Quick Answer: Is Questrade TFSA Good?
Yes, a Questrade TFSA can be good if you want to invest in ETFs, stocks, and other eligible investments inside a tax-free account. It’s better for people who want more control. It may not be the best fit if you only want a simple savings account with no investing decisions.
A lot of Canadians hear about Questrade when they start looking for a TFSA. Usually the reason is simple. They want something better than a basic bank TFSA that pays a small amount of interest. Fair enough.
But the real question is not just “Is Questrade good?” The better question is, “Is Questrade TFSA good for the way I want to save or invest?” That answer depends on your comfort level, your goals, and how much control you want over your money.
A TFSA is not only a savings account.
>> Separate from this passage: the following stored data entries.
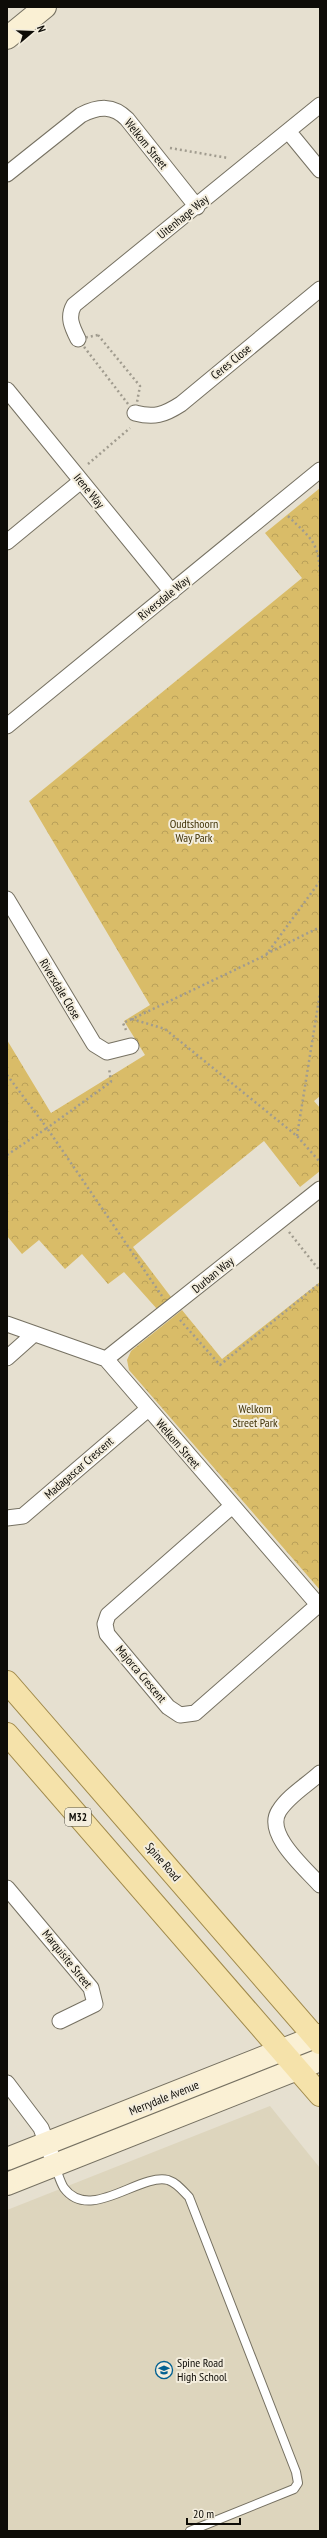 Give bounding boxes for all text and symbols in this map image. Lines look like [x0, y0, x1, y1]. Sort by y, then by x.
north arrow [12, 12, 52, 52]
text: N [34, 24, 49, 34]
street label: Welkom Street [122, 116, 172, 172]
street label: Uitenhage Way [154, 191, 212, 242]
street label: Ceres Close [208, 341, 254, 382]
street label: Irene Way [71, 470, 108, 512]
street label: Riversdale Way [135, 572, 193, 623]
park label: Oudtshoorn Way Park [170, 816, 218, 845]
street label: Riversdale Close [36, 956, 84, 1022]
street label: Durban Way [189, 1253, 237, 1296]
park label: Welkom Street Park [232, 1401, 278, 1430]
street label: Welkom Street [153, 1416, 204, 1472]
street label: Madagascar Crescent [41, 1433, 117, 1502]
street label: Majorca Crescent [113, 1642, 170, 1706]
road number: M32 [65, 1808, 91, 1826]
street label: Spine Road [143, 1839, 184, 1884]
street label: Marquisite Street [39, 1926, 96, 1992]
street label: Merrydale Avenue [127, 2077, 201, 2118]
place label: Spine Road High School [177, 2355, 227, 2384]
school or university icon: Spine Road High School [154, 2360, 174, 2380]
scale bar [187, 2500, 240, 2526]
text: 20 m [193, 2506, 214, 2521]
It can also be an investment account. That’s where Questrade comes in. You can use it to hold investments like ETFs, stocks, bonds, mutual funds, and other eligible assets. So yes, it can be useful. But it’s not perfect for everyone.
What Is a Questrade TFSA?

A Questrade TFSA is a Tax-Free Savings Account opened through Questrade, which is an online investing platform in Canada. The TFSA is the account type. Questrade is the place where you open and manage it.
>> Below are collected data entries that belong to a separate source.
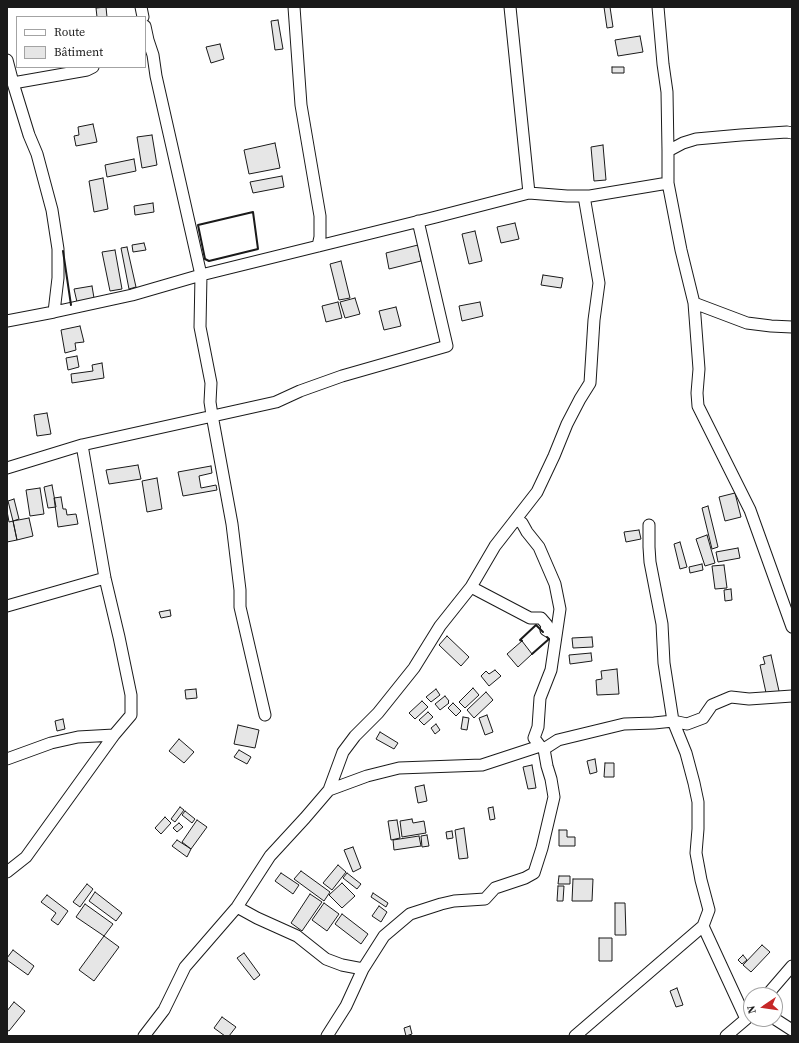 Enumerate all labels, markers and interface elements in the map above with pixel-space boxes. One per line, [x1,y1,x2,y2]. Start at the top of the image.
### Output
legend [16,16,146,68]
text: Route [54,24,85,40]
text: Bâtiment [54,44,103,60]
north arrow [743,987,783,1027]
text: N [744,1004,760,1015]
This is important because people often mix these two things. TFSA rules come from the government and CRA. Questrade does not create your contribution room. It only gives you a platform to hold and trade eligible investments in your TFSA.
With a self-directed Questrade TFSA, you choose your own investments. That may include Canadian stocks, U.S. stocks, ETFs, bonds, mutual funds, GICs, and other allowed investments. There is also Questwealth Portfolios, which is Questrade’s managed investing option for people who don’t want to pick everything themselves.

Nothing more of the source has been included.